__YOUR GOAL__: Should a line below contain the word "Cannizzaro", report it.

[Stored data]
__________
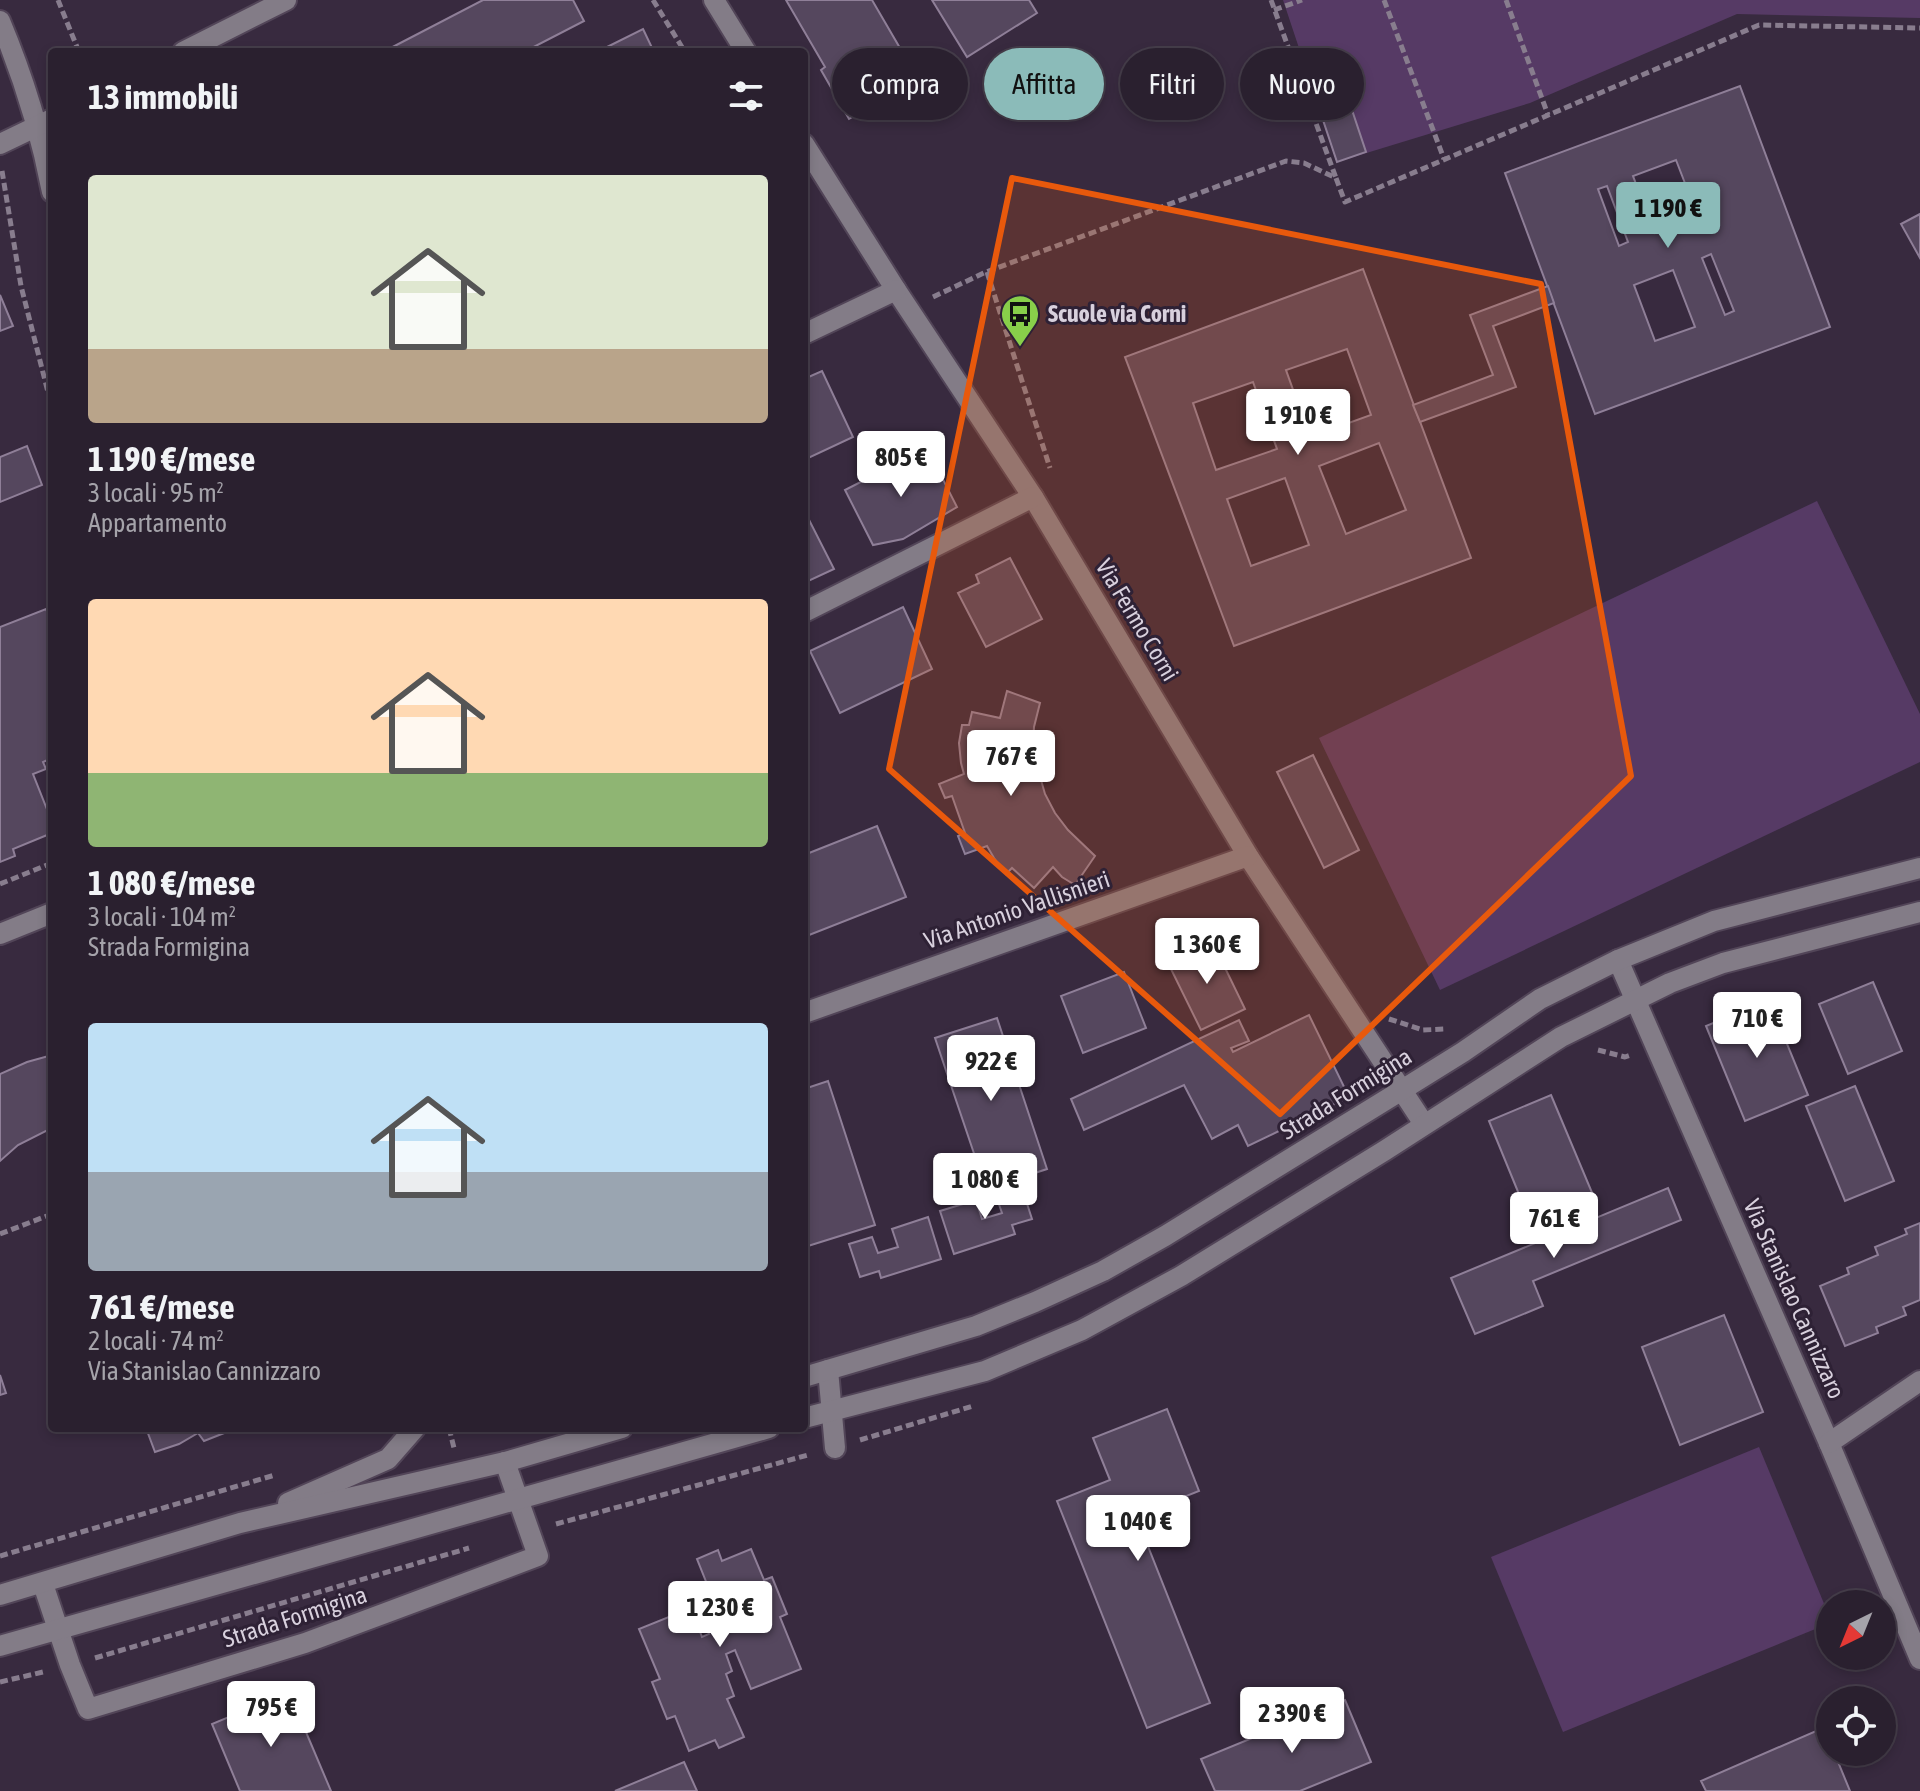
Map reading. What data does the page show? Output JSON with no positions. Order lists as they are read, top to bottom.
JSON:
{
  "streets": {
    "street": [
      "Via Fermo Corni",
      "Via Antonio Vallisnieri",
      "Strada Formigina",
      "Via Stanislao Cannizzaro"
    ]
  },
  "crossings": [
    ["Via Fermo Corni", "Via Antonio Vallisnieri"],
    ["Via Fermo Corni", "Strada Formigina"],
    ["Strada Formigina", "Via Stanislao Cannizzaro"]
  ],
  "places": {
    "bus stop": ["Scuole via Corni"]
  },
  "north": "bottom left",
  "page": {
    "chip": [
      "Compra",
      "Affitta",
      "Filtri",
      "Nuovo"
    ],
    "heading": "13 immobili",
    "list": [
      {
        "name": "1 190 €/mese",
        "note": "3 locali · 95 m² · Appartamento"
      },
      {
        "name": "1 080 €/mese",
        "note": "3 locali · 104 m² · Strada Formigina"
      },
      {
        "name": "761 €/mese",
        "note": "2 locali · 74 m² · Via Stanislao Cannizzaro"
      }
    ],
    "price": [
      "1 190 €",
      "1 910 €",
      "805 €",
      "767 €",
      "1 360 €",
      "710 €",
      "922 €",
      "1 080 €",
      "761 €",
      "1 040 €",
      "1 230 €",
      "795 €",
      "2 390 €"
    ]
  }
}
__________
__RESULT OF THIS EXERCISE__:
      "Via Stanislao Cannizzaro"
    ["Strada Formigina", "Via Stanislao Cannizzaro"]
        "note": "2 locali · 74 m² · Via Stanislao Cannizzaro"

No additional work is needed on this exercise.